There the member goes again, special status. Because it says sex he concludes it means special status because women receive rights they would not otherwise have under this act. Men receive the same rights, but the hon. member cannot accept that the rights have to be the same. In his view it is special status. His leader is doing his best to cover up the difficulties within that party by arguing that somehow we can just make a declaration which says everyone is equal.
Let us go to the ramifications of that. What are the prohibited grounds of discrimination under this new Reform law? There will not be any prohibited grounds of discrimination. Everyone is declared to be equal and therefore everyone who is discriminated against in any way will have a claim.
One of the members of the Reform Party is a retired professor. I wonder what he would say if a student applied to Simon Fraser University where he taught and was told that his or her marks were insufficient to get in and then the student laid a claim of discrimination saying: "I am a Canadian citizen and the new Reform human rights code says discrimination is not allowed in Canada. My marks are lower than John Doe's. John Doe got in and I did not. I want in". What would the hon. member say to that?

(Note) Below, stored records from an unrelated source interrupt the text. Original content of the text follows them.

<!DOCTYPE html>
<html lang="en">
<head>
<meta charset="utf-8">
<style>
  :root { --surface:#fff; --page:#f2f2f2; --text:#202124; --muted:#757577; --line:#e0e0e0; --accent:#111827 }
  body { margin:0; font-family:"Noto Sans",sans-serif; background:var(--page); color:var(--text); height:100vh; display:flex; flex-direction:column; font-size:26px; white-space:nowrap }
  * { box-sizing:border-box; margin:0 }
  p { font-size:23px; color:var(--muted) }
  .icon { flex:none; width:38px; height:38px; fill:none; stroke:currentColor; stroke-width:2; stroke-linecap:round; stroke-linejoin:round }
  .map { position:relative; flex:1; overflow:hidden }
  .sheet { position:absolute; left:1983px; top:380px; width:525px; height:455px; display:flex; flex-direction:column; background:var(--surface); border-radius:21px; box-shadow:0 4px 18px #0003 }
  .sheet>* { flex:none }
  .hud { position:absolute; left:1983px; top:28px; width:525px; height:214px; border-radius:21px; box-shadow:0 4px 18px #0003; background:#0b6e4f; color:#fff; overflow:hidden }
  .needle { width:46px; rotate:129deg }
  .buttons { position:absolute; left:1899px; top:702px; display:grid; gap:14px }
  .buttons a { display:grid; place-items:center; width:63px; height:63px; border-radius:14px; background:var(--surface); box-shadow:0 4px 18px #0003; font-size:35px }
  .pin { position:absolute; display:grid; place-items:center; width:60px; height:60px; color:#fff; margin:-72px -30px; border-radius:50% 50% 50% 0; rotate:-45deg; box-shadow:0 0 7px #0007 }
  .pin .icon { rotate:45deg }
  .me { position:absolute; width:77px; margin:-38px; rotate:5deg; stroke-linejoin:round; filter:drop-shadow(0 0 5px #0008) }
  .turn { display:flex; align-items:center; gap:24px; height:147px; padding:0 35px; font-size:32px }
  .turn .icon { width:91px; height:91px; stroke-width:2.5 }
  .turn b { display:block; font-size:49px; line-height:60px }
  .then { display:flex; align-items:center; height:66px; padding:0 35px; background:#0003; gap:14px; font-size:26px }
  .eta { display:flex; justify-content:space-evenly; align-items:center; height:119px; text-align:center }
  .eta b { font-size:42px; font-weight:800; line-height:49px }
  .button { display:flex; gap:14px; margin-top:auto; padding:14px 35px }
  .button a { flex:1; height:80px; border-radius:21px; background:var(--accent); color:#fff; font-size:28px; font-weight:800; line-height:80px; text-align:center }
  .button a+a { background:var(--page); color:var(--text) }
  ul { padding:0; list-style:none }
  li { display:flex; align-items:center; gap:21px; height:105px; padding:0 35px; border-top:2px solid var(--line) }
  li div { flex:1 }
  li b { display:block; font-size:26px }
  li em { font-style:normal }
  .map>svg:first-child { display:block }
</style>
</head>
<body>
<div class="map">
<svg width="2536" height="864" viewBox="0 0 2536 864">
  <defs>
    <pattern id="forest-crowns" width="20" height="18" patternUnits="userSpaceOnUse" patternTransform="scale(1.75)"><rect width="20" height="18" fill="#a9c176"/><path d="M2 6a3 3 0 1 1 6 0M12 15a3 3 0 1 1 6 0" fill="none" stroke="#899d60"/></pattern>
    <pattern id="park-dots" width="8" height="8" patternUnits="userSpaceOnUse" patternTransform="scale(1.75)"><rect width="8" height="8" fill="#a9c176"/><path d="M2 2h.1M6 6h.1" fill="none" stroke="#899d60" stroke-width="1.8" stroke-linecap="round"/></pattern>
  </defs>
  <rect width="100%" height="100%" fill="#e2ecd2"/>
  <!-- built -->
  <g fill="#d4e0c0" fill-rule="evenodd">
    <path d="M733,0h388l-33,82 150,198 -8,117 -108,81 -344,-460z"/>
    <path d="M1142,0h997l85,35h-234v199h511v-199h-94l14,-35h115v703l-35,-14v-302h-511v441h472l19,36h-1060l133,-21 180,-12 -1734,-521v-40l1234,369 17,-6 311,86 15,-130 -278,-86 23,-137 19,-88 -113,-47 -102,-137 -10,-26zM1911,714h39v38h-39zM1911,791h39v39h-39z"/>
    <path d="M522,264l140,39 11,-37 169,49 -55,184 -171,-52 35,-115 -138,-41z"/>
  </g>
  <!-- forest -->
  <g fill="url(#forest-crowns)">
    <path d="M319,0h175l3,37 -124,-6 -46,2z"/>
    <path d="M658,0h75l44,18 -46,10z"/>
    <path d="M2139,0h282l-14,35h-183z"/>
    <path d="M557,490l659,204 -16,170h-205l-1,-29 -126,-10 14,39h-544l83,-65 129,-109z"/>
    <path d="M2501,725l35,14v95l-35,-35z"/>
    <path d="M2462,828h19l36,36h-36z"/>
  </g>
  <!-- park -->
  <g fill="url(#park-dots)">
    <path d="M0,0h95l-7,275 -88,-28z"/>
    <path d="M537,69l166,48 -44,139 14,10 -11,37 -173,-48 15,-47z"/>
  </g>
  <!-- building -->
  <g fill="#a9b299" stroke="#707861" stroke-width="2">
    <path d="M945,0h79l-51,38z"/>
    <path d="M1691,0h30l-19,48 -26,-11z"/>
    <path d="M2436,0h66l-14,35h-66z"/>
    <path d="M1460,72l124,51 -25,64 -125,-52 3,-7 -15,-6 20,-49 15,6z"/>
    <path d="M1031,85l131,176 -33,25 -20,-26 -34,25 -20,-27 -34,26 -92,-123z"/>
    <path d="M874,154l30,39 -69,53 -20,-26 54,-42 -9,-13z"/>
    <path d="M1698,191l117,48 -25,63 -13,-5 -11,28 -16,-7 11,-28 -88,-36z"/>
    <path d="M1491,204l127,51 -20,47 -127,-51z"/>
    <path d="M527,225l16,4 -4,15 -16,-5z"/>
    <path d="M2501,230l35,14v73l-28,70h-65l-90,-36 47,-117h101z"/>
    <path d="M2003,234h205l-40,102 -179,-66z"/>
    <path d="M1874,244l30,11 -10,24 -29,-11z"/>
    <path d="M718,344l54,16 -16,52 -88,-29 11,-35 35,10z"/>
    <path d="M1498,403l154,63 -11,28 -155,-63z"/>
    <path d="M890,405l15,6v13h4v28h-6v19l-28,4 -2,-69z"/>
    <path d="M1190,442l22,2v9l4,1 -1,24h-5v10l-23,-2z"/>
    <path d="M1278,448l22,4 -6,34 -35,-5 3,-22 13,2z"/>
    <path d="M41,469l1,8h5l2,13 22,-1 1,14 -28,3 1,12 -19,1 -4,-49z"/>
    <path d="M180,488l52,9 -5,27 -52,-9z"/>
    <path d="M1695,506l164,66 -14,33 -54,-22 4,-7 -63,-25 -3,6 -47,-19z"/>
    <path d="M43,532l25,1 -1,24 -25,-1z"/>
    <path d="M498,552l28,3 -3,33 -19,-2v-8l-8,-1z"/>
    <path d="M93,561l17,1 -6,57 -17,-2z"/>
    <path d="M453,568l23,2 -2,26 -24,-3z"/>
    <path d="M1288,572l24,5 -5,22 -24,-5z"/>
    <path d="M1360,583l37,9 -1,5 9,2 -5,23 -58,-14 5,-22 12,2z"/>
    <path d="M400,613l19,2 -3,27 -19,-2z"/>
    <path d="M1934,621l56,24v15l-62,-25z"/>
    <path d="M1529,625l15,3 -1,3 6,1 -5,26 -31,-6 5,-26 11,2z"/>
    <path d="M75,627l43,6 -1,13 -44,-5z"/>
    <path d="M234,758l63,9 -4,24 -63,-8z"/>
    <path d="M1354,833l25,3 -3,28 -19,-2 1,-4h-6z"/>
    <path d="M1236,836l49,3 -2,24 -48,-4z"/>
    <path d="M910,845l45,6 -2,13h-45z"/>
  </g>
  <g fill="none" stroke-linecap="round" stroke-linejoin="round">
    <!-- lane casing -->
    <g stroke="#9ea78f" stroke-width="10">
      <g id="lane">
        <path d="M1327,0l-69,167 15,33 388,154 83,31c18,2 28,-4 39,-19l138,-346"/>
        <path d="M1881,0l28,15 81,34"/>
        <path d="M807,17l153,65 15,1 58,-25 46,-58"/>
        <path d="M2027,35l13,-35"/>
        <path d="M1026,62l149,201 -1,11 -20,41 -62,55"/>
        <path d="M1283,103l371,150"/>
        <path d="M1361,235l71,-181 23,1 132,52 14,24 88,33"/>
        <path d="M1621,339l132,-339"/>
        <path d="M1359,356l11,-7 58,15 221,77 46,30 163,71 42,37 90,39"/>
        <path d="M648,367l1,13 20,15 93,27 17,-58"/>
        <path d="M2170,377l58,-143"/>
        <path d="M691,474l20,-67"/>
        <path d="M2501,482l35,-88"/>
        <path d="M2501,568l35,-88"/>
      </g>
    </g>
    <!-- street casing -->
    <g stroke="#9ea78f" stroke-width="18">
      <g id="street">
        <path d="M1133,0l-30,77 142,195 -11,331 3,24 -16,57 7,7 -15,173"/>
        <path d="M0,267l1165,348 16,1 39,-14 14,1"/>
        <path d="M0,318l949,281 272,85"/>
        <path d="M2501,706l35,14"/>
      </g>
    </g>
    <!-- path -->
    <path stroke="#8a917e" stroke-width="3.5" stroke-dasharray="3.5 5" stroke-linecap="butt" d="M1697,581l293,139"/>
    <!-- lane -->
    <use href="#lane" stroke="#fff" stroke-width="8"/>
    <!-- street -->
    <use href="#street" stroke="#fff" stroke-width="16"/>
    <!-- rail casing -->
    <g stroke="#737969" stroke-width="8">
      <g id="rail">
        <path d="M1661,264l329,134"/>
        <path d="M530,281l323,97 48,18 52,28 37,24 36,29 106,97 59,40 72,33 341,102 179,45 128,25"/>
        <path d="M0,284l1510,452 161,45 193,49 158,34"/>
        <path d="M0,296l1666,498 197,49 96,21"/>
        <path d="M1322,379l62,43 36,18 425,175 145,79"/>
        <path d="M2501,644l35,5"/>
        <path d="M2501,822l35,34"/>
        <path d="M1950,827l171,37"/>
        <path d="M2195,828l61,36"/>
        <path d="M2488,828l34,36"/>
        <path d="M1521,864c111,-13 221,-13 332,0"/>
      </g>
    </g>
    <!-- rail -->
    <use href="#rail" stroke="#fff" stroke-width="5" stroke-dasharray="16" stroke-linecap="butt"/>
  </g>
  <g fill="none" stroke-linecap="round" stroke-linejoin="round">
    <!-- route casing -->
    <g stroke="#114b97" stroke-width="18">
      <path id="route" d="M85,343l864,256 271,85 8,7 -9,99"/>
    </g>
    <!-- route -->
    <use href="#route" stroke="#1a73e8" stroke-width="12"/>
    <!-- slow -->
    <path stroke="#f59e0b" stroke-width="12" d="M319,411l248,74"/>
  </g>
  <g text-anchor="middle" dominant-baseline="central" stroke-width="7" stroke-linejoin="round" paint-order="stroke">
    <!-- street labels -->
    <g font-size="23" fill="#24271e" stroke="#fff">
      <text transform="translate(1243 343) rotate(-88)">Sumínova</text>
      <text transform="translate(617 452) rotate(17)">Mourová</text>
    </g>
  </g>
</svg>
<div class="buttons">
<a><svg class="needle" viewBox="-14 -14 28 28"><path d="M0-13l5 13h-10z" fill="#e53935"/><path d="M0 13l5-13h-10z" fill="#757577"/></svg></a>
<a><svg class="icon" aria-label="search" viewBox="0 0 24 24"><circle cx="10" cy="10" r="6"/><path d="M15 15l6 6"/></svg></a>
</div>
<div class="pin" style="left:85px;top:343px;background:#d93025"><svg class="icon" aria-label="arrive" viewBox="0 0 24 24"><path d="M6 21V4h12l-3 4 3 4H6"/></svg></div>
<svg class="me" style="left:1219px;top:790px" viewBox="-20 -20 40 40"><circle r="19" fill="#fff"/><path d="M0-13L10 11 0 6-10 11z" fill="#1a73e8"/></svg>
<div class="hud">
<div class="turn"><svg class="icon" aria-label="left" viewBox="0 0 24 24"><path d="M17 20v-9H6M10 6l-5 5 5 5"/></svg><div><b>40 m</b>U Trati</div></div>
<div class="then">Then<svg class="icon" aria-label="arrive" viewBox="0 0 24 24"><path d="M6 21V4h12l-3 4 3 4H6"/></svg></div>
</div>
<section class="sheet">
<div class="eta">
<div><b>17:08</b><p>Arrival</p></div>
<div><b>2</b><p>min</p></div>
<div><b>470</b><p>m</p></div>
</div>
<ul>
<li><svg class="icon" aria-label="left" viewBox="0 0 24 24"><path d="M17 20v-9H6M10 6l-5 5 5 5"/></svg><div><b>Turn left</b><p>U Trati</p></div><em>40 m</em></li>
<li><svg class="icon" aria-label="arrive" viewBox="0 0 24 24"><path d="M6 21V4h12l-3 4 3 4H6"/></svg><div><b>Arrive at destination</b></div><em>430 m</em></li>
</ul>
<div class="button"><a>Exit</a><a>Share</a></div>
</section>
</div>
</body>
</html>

I would like to hear from the hon. member for Calgary Southwest on that point. I bet he does not have the faintest idea of what he would say because he could not possibly come up with a law that will do what he says he is going to do and make it stick. This whole notion is a chimera.
There is no sense of how you divide people into groups, how you discriminate against people if you do not have the bases of discrimination spelled out in the human rights act. This act spells out the bases of discrimination. Almost all Canadians agree that the bases set out in this act are fair and reasonable.
The government by this amendment is providing justice for a group of Canadians who have complained loud and long that they have been unfairly treated. They have already been included in the human rights codes of seven of the provinces. They have been determined to be part of this code by the courts in their exercise of judicial interpretation of this statute.
This law is doing virtually nothing new. What it is doing is bringing Parliament up to date with what has been going on in the rest of society. It is something that should have been done a long time ago and obviously has gone right over the heads of hon. members opposite.
The hon. member for Kindersley-Lloydminster and other members have suggested that this bill is being rushed through with undue haste.